Dans la Manicouagan, il y a Northern Graphite qui s’est montré intéressé par Baie-Comeau comme emplacement stratégique, pour y construire une usine de matériaux d’anodes de batterie.
Toutefois, le projet demeure en suspens, en attendant des conditions énergétiques et financières plus favorables. C’est ce que dévoilait l’entreprise en février, lors d’une annonce de construction d’une usine en Arabie saoudite.
« Je crois au potentiel de ce secteur [minéraux critiques], notamment pour la filière batterie. Mais, est-ce que ça va se développer d’ici 5 ans », lance la présidente-directrice générale du Port de Baie-Comeau, Karine Otis.
Cette dernière travaille en étroite collaboration de façon active avec l’entreprise Norderra, qui a pris possession de l’ancienne papetière de Baie-Comeau, là où Northern Graphite souhaite s’installer.

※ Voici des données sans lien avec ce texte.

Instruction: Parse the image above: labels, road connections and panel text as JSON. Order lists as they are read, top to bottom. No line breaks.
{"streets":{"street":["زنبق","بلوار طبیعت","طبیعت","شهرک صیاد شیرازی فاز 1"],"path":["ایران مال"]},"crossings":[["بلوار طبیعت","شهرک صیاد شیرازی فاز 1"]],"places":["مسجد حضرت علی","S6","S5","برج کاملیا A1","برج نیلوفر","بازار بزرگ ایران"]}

« Les minéraux critiques, c’est sur toutes les lèvres. […] C’est un nouveau secteur. Ce sont des mines qui doivent d’abord entrer en exploitation et on n’est pas encore rendu là. Il y a encore beaucoup de travaux à faire de la part de nos entreprises pour faire entrer ces mines-là en phase d’exploitation », croit Mme Otis.

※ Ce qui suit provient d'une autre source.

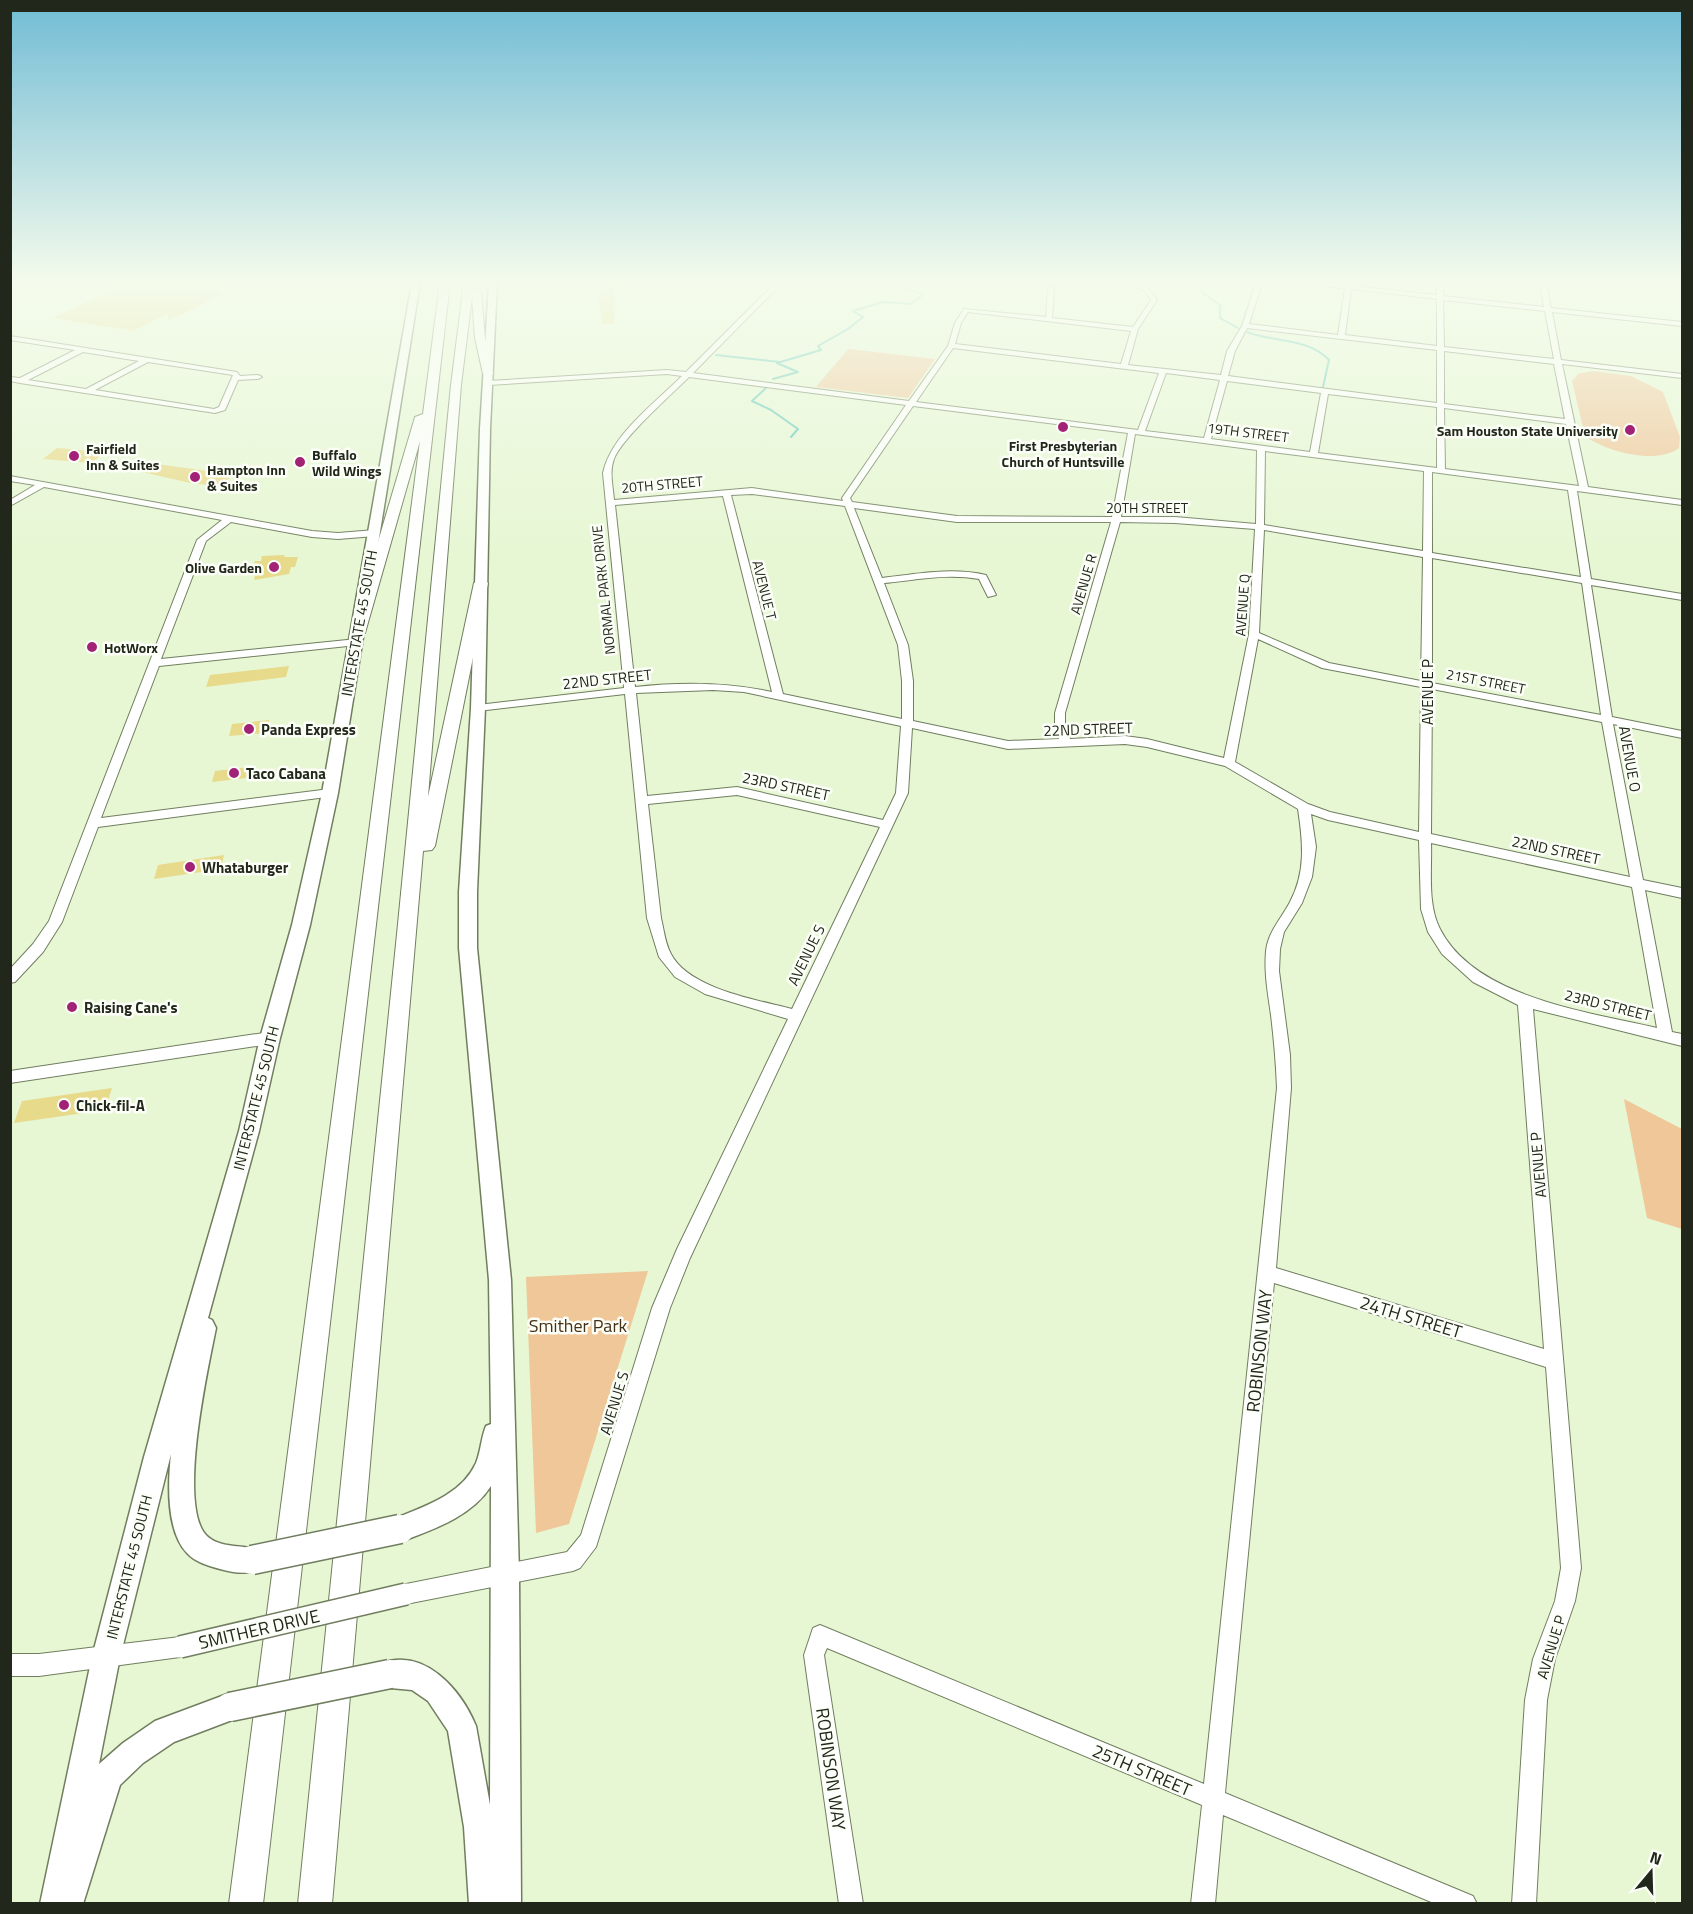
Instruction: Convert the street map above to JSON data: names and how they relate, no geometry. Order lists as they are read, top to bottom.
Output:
{
  "streets": {
    "main road": ["INTERSTATE 45 SOUTH"],
    "street": [
      "19TH STREET",
      "20TH STREET",
      "AVENUE R",
      "NORMAL PARK DRIVE",
      "AVENUE T",
      "AVENUE Q",
      "22ND STREET",
      "21ST STREET",
      "AVENUE P",
      "AVENUE O",
      "23RD STREET",
      "AVENUE S",
      "24TH STREET",
      "ROBINSON WAY",
      "SMITHER DRIVE",
      "25TH STREET"
    ]
  },
  "crossings": [
    ["19TH STREET", "AVENUE R"],
    ["19TH STREET", "NORMAL PARK DRIVE"],
    ["19TH STREET", "AVENUE Q"],
    ["19TH STREET", "AVENUE P"],
    ["19TH STREET", "AVENUE O"],
    ["20TH STREET", "AVENUE R"],
    ["20TH STREET", "NORMAL PARK DRIVE"],
    ["20TH STREET", "AVENUE T"],
    ["20TH STREET", "AVENUE Q"],
    ["20TH STREET", "AVENUE P"],
    ["20TH STREET", "AVENUE O"],
    ["20TH STREET", "AVENUE S"],
    ["AVENUE R", "22ND STREET"],
    ["NORMAL PARK DRIVE", "22ND STREET"],
    ["NORMAL PARK DRIVE", "23RD STREET"],
    ["NORMAL PARK DRIVE", "AVENUE S"],
    ["AVENUE T", "22ND STREET"],
    ["AVENUE Q", "22ND STREET"],
    ["AVENUE Q", "21ST STREET"],
    ["INTERSTATE 45 SOUTH", "SMITHER DRIVE"],
    ["22ND STREET", "AVENUE P"],
    ["22ND STREET", "AVENUE O"],
    ["22ND STREET", "AVENUE S"],
    ["22ND STREET", "ROBINSON WAY"],
    ["21ST STREET", "AVENUE P"],
    ["21ST STREET", "AVENUE O"],
    ["AVENUE P", "23RD STREET"],
    ["AVENUE P", "24TH STREET"],
    ["AVENUE O", "23RD STREET"],
    ["23RD STREET", "AVENUE S"],
    ["AVENUE S", "SMITHER DRIVE"],
    ["24TH STREET", "ROBINSON WAY"],
    ["ROBINSON WAY", "25TH STREET"]
  ],
  "parks": ["Smither Park"],
  "places": [
    "First Presbyterian Church of Huntsville",
    "Sam Houston State University",
    "Fairfield Inn & Suites",
    "Buffalo Wild Wings",
    "Hampton Inn & Suites",
    "Olive Garden",
    "HotWorx",
    "Panda Express",
    "Taco Cabana",
    "Whataburger",
    "Raising Cane's",
    "Chick-fil-A"
  ],
  "north": "top"
}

Cependant, elle voit d’un bon œil les différentes entreprises intéressées par la Côte-Nord en ce qui a trait aux minéraux critiques. « Évidemment qu’on se prépare à ça. En termes de transport et de logistique, ces minéraux-là vont sortir par Baie-Comeau », partage la PDG.

Elle mentionne que Baie-Comeau pourrait ainsi se positionner comme pôle industriel stratégique dans la chaîne de valeur des batteries.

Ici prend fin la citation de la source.